Over Ukraine’s 30 years of post-Soviet independence, at least four presidents have taken office promising major reforms, only to have them derailed by oligarchic influence or political infighting. Ukrainians’ frustrations with those failures fueled mass protest movements in 2004 and 2014 demanding more democratic, transparent governance. Hundreds of thousands of Ukrainians joined the Euromaidan protests over Yanukovych’s decision to reverse the country’s steady movements to closer association with the European Union and instead to align toward Russia. After Yanukovych-loyal police killed protesters, the parliament voted him out of office and he fled to Russia — an event that Putin has since described as a “Nazi” coup that justifies Russia’s invasions of Ukraine.
Building Ukraine’s Anti-Corruption Defenses
The most significant anti-corruption steps have been achieved only since that 2014 uprising, but their actual implementation has been episodic and gradual, despite international support and pressure. Tkeshelashvili says vital steps have been achieved over time, notably the creation of anti-corruption agencies. Notably, legislators approved the creation of independent commissions, including international experts to help ensure objectivity, to remove judges found corrupt. Ukrainian judges resisted those reforms and even as Russia prepared its invasion, Ukrainian anti-corruption activists said more work was needed to ensure their completion.

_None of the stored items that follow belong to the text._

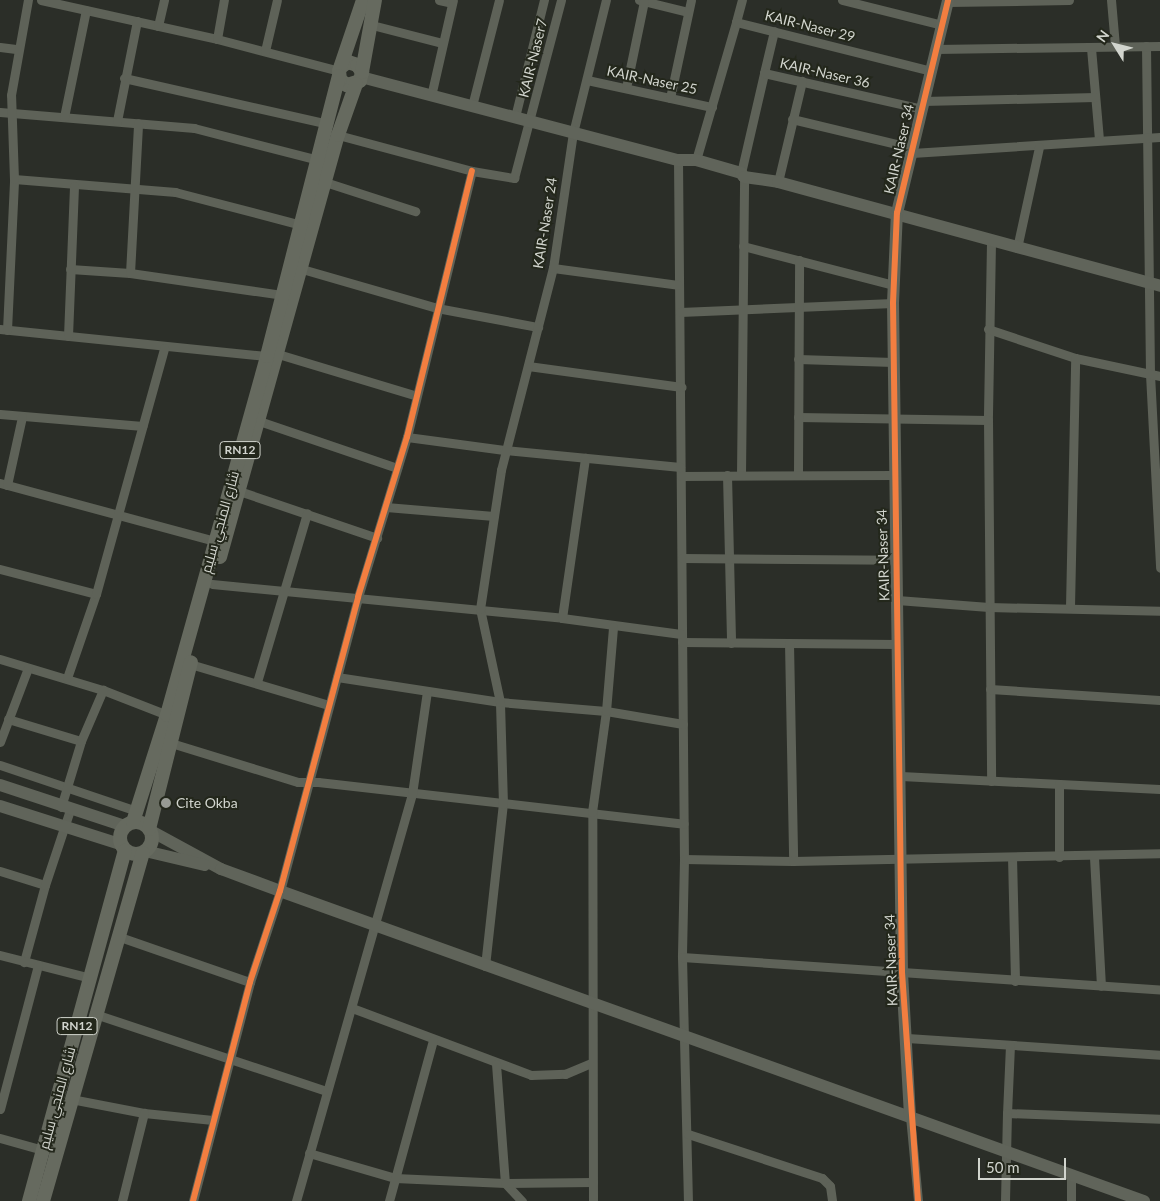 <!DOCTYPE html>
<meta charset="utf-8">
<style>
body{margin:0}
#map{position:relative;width:1160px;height:1201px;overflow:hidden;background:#2b2e28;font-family:Lato,Cairo,sans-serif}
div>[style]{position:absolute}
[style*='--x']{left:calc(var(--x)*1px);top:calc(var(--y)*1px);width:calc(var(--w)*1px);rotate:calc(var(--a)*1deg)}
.street>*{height:9px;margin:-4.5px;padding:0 4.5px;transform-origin:4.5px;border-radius:4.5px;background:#5e6258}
.secondary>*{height:12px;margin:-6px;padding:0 6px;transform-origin:6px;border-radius:6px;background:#60645a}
.primary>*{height:14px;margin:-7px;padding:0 7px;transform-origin:7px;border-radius:7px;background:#666a5f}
.primary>.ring{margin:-7px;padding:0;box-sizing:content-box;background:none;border:14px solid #666a5f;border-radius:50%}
.cycleway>*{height:6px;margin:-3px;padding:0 3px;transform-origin:3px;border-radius:3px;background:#f27e40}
.dots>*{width:14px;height:14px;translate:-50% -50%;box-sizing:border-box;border:2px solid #23271b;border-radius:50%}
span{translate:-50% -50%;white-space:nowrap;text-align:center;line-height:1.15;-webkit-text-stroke:4px #23271b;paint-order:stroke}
.shield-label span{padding:1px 4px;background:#23271b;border:1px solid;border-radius:4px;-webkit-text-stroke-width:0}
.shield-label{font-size:12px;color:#d2d5ce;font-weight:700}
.street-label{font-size:14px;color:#d2d5ce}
.poi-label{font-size:14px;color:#d2d5ce}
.left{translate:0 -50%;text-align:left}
.north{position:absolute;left:1090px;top:20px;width:50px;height:50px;-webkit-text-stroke:4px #23271b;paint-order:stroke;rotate:306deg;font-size:14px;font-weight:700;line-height:20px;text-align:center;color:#d2d5ce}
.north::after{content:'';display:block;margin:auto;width:18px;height:22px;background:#d2d5ce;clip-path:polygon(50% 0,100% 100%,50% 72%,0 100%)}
.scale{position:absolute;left:978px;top:1158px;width:88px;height:22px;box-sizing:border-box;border:2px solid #d2d5ce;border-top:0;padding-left:6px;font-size:15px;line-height:18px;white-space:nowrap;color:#d2d5ce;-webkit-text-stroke:4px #23271b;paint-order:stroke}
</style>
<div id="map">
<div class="street">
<div style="--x:41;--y:0;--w:180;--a:12.5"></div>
<div style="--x:217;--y:39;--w:126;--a:14.7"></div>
<div style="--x:439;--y:0;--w:13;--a:13"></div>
<div style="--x:639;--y:0;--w:50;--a:13.8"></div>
<div style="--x:842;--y:0;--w:103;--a:14"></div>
<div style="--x:1111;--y:0;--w:46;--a:85"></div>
<div style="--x:948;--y:2;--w:121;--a:-0.9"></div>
<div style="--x:736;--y:22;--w:23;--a:-75"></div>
<div style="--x:368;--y:24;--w:76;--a:14.4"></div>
<div style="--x:158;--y:26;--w:27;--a:-77"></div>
<div style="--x:217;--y:39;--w:40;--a:-80"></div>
<div style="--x:1146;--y:46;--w:328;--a:89.3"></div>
<div style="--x:1150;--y:374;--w:194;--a:87"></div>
<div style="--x:0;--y:47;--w:16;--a:7"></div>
<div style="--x:1091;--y:48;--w:91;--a:85"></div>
<div style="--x:936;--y:49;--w:224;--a:-0.8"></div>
<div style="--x:265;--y:51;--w:52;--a:-76.8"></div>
<div style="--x:764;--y:73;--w:43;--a:-76.6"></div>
<div style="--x:124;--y:78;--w:209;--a:12.7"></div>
<div style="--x:587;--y:80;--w:128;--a:12.2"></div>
<div style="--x:626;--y:88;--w:89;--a:-78.3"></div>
<div style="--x:431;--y:96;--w:98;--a:-77.1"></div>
<div style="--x:670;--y:98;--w:100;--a:-77.9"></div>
<div style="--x:923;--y:101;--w:172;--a:-1.3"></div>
<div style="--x:472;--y:106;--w:109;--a:-75.7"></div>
<div style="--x:0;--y:112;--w:195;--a:4.7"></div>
<div style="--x:194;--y:128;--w:129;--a:14.4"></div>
<div style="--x:64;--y:117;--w:109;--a:-78.4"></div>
<div style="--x:515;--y:117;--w:121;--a:-76.1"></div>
<div style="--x:792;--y:119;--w:124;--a:13.5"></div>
<div style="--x:117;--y:121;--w:102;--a:-78.7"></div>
<div style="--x:338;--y:135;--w:139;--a:15"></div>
<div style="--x:472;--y:171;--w:43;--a:9.5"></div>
<div style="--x:514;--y:178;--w:184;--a:-75.2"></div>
<div style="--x:912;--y:153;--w:249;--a:-3.7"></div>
<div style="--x:678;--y:160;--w:699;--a:89.51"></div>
<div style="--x:684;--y:859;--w:98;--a:91.2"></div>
<div style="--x:682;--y:957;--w:244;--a:88.6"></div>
<div style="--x:696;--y:160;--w:144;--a:-73.8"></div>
<div style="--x:736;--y:22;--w:201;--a:14.1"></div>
<div style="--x:741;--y:173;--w:103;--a:-77"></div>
<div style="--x:764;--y:73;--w:162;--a:12.8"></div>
<div style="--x:14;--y:179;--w:162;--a:4.6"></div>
<div style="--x:175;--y:192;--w:131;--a:14.6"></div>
<div style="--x:325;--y:182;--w:95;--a:17.9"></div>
<div style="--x:778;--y:182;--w:104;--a:-76.6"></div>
<div style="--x:991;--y:242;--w:178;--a:91"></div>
<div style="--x:988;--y:420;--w:361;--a:89.5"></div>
<div style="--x:743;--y:246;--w:156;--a:14.5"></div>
<div style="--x:1017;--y:248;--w:103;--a:-77.7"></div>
<div style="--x:553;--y:268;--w:126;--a:7.7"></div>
<div style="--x:70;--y:269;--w:60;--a:3.8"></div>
<div style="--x:130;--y:273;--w:155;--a:8.2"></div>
<div style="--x:302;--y:269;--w:141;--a:16.1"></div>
<div style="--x:437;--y:308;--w:103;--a:10.7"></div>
<div style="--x:130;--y:273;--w:150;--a:-86.9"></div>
<div style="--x:680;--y:312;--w:213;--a:-2.4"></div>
<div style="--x:0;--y:329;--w:268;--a:5.8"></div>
<div style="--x:988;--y:329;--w:92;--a:18.4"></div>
<div style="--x:1075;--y:358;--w:87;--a:12"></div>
<div style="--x:7;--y:330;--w:151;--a:-87.3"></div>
<div style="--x:14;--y:179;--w:84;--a:-92"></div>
<div style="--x:11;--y:95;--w:97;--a:-79.9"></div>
<div style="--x:68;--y:336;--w:150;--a:-87.7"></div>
<div style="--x:278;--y:354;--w:142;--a:16.8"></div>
<div style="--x:798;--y:359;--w:95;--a:1.8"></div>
<div style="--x:528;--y:366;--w:155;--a:7.8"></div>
<div style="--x:0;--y:414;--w:143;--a:4.8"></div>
<div style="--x:798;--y:417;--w:190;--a:0.9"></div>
<div style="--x:259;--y:421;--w:146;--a:18.8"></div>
<div style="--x:407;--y:437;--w:98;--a:7.6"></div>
<div style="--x:504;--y:450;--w:177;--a:5.5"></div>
<div style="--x:798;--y:473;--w:213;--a:-89.7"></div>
<div style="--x:727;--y:475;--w:168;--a:88.6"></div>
<div style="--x:741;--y:475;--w:298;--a:-89.4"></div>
<div style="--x:681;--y:476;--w:213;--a:-0.3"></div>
<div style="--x:0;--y:483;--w:223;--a:15.1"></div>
<div style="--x:7;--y:485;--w:70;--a:-77.6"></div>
<div style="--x:239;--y:491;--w:146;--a:18.8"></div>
<div style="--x:386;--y:507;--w:108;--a:4.8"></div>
<div style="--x:682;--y:558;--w:212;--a:0.5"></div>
<div style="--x:0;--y:569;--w:99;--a:14.6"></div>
<div style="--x:212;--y:584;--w:352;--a:5.5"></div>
<div style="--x:562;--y:618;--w:120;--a:7.7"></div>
<div style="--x:897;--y:600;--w:92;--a:4.4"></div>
<div style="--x:989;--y:607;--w:171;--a:1.3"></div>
<div style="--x:1070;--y:607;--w:249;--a:-88.8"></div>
<div style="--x:562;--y:618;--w:162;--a:-81.8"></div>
<div style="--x:682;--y:642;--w:215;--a:0.5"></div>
<div style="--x:789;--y:643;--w:218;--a:88.9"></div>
<div style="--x:0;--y:659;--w:108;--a:16.8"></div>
<div style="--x:103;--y:690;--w:69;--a:21.3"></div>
<div style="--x:190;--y:664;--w:144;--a:16.5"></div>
<div style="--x:337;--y:677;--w:165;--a:8.7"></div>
<div style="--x:500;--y:702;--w:106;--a:4.9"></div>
<div style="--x:606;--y:711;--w:78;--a:9.6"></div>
<div style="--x:67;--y:678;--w:89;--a:-71"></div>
<div style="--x:96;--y:594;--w:255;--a:-74.5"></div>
<div style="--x:257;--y:682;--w:176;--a:-73.5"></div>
<div style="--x:990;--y:689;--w:170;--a:3.7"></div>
<div style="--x:8;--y:719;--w:76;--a:16.8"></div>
<div style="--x:0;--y:742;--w:79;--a:-69.3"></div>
<div style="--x:171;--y:743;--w:133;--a:17.1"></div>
<div style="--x:298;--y:782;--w:20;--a:0"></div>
<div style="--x:318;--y:782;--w:368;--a:6.5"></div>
<div style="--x:0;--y:765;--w:145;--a:18.6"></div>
<div style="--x:901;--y:776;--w:259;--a:2.9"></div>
<div style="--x:1059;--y:784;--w:73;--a:90"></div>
<div style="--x:61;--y:807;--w:69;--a:-73.1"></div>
<div style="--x:81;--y:741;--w:56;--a:-66.7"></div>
<div style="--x:1012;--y:857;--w:124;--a:88.6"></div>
<div style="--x:1094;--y:857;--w:129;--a:86.9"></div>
<div style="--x:684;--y:859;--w:109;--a:1.1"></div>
<div style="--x:793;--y:861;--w:367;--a:-1.2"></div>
<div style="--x:0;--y:871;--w:47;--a:17.3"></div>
<div style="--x:45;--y:885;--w:80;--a:105.3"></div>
<div style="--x:45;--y:885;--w:79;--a:-71.6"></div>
<div style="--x:117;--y:936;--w:141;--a:19.1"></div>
<div style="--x:0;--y:955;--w:93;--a:14.3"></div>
<div style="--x:682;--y:957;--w:479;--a:3.9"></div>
<div style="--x:485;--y:966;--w:163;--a:-83.7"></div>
<div style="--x:503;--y:804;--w:102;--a:-91.7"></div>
<div style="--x:500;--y:702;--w:95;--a:-102.1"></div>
<div style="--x:480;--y:609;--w:141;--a:-81.4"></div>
<div style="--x:501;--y:470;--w:209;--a:-75.6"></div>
<div style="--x:553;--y:268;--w:136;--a:-81.6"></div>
<div style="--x:573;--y:133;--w:137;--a:-76.1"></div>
<div style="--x:352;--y:1008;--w:191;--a:20.5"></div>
<div style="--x:531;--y:1075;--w:34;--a:-2"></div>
<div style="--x:565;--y:1074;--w:28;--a:-23"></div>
<div style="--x:95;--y:1014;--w:243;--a:18.4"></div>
<div style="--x:907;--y:1038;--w:254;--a:3.8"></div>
<div style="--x:1010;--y:1045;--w:68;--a:92.5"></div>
<div style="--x:1007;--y:1113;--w:153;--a:2.2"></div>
<div style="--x:496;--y:1064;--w:119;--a:85.7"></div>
<div style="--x:505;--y:1183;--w:25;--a:47"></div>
<div style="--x:71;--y:1099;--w:74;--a:10.9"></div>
<div style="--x:144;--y:1113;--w:69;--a:5.8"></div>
<div style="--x:0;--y:1109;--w:149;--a:-75.2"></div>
<div style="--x:910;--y:1116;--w:85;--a:84.6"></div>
<div style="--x:688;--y:1134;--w:141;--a:18.2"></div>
<div style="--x:822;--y:1178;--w:11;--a:45"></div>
<div style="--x:830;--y:1186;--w:15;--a:82"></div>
<div style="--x:0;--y:1138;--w:45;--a:15.6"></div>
<div style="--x:309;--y:1153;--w:90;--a:16.2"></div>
<div style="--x:395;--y:1178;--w:110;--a:2.6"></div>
<div style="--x:505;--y:1183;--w:88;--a:-0.7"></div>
<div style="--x:122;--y:1201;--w:91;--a:-76"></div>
<div style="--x:193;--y:1201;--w:226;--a:-75.4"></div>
<div style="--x:250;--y:982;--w:96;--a:-71.8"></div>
<div style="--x:280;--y:891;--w:304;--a:-75.1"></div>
<div style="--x:358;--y:597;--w:167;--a:-73"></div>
<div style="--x:407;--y:437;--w:274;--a:-76.3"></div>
<div style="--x:296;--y:1201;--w:423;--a:-74.1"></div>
<div style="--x:412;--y:794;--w:104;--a:-81.7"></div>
<div style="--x:389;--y:1201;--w:167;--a:-74.7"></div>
<div style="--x:593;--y:1201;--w:389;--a:-90.1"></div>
<div style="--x:592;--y:812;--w:102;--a:-82.1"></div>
<div style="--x:606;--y:711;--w:84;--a:-85.2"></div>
<div style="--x:1005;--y:1201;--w:88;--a:-88.7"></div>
<div style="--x:1071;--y:1201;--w:26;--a:-90"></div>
</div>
<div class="secondary">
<div style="--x:361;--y:77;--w:328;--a:14.7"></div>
<div style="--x:678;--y:160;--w:18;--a:0"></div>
<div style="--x:696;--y:160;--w:47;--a:16.1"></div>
<div style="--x:741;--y:173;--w:5;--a:53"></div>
<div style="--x:744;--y:177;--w:34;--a:8"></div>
<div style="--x:778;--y:182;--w:396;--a:15.2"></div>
<div style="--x:0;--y:785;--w:132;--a:18.2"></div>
<div style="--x:0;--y:806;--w:126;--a:17.6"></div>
<div style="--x:151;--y:831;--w:80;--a:28.5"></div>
<div style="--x:221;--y:869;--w:63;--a:20.4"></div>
<div style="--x:280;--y:891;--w:918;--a:19.74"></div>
<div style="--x:145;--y:851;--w:61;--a:13.3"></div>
<div style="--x:910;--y:1116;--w:144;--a:-93.2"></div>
<div style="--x:902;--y:972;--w:669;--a:-90.77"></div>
<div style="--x:893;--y:303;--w:90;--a:-87.5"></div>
<div style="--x:897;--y:213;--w:219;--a:-76.5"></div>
</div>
<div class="primary">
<div style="--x:341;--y:67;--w:9;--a:-36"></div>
<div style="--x:348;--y:62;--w:9;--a:18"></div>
<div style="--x:357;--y:65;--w:9;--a:54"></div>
<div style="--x:362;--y:72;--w:9;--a:103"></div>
<div style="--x:360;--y:81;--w:14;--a:163"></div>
<div style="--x:347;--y:85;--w:9;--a:-144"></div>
<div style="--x:340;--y:80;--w:9;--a:-96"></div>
<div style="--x:339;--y:71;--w:75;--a:-71.3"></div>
<div style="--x:362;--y:72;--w:73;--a:-79.8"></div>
<div style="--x:220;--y:557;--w:438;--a:-74.4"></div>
<div style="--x:338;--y:135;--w:54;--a:-70.6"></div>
<div class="ring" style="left:120px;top:822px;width:18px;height:18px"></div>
<div style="--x:133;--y:822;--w:112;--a:-72.4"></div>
<div style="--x:167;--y:715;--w:373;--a:-74.4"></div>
<div style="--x:267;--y:356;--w:289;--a:-75.6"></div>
<div style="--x:149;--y:829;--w:172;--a:-75.9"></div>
<div style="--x:29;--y:1201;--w:363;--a:-74.7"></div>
<div style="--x:43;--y:1201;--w:362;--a:-74"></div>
</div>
<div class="cycleway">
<div style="--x:193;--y:1201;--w:226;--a:-75.4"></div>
<div style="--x:250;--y:982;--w:96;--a:-71.8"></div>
<div style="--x:280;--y:891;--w:304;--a:-75.1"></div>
<div style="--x:358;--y:597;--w:167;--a:-73"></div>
<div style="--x:407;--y:437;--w:274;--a:-76.3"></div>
<div style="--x:918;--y:1201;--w:230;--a:-94"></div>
<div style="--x:902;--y:972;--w:669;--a:-90.77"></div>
<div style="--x:893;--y:303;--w:90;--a:-87.5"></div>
<div style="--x:897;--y:213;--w:219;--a:-76.5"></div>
</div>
<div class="dots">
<div style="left:166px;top:803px;background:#989b94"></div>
</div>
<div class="shield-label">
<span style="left:240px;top:450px">RN12</span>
<span style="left:77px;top:1026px">RN12</span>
</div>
<div class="street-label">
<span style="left:810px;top:26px;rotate:14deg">KAIR-Naser 29</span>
<span style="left:533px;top:58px;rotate:-76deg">KAIR-Naser7</span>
<span style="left:825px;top:73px;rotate:13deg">KAIR-Naser 36</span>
<span style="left:652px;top:80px;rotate:12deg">KAIR-Naser 25</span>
<span style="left:899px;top:149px;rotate:-77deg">KAIR-Naser 34</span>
<span style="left:545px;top:223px;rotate:-81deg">KAIR-Naser 24</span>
<span style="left:220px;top:522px;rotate:-74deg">شارع المنجي سليم</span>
<span style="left:883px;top:555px;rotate:-92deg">KAIR-Naser 34</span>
<span style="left:891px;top:960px;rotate:-92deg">KAIR-Naser 34</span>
<span style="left:57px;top:1098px;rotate:-75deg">شارع المنجي سليم</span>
</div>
<div class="poi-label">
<span class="left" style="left:176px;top:803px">Cite Okba</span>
</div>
<div class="north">N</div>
<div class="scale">50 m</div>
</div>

In the past two years, analysts and activists in Ukraine’s vigorous civil society questioned Zelenskyy’s ability to deliver further reform — and his public support was eroding, again largely over continued corruption. But the war has given Zelenskyy renewed and massive public support from Ukrainians that Tkeshelashvili says can help forge “a renewed social contract” between citizens and government to finally defeat endemic corruption.
The combination of recently achieved anti-corruption mechanisms within Ukraine’s government and a consolidated sense of national unity, purpose and alignment with Europe, has created “a very important moment of inflection right now for … change,” Tkeshelashvili said.
While anti-corruption defense still must be strengthened and broadened in Ukraine — “I’m not painting … a perfect picture in that sense,” Tkeshelashvili cautioned — the country is better able than many international policymakers realize to absorb and administer the large amounts of international assistance flowing into its governing institutions. Ukraine’s international partners should provide that assistance in ways that build on, and build up, Ukraine’s protections against corruption.
Vital steps in general for Western nations include changes in their own systems, according to the anti-corruption advocacy group Transparency International. The group points out the vital role played by Western states’ laws and banks in sheltering the wealth of the oligarchs who are the agents of Russia’s strategic corruption. It has urged that Russia’s invasion of Ukraine should prompt democracies worldwide to reform their own laws and practices, including urgent steps to halt oligarchs’ concealment of such stolen wealth.
The daily gut-punch of images and headlines from Ukrainians’ desperate struggle to defeat Russia’s onslaught can make it difficult to focus on longer-term policy needs. But Tkeshelashvili argues that now is a time to lay foundations for a reconstruction of a Ukraine whose economy and governance are markedly more modern, transparent and aligned toward Europe. “When you think strategically … that’s the best outcome that one can have,” she said, to signal to authoritarians the risks of using war to achieve their goals.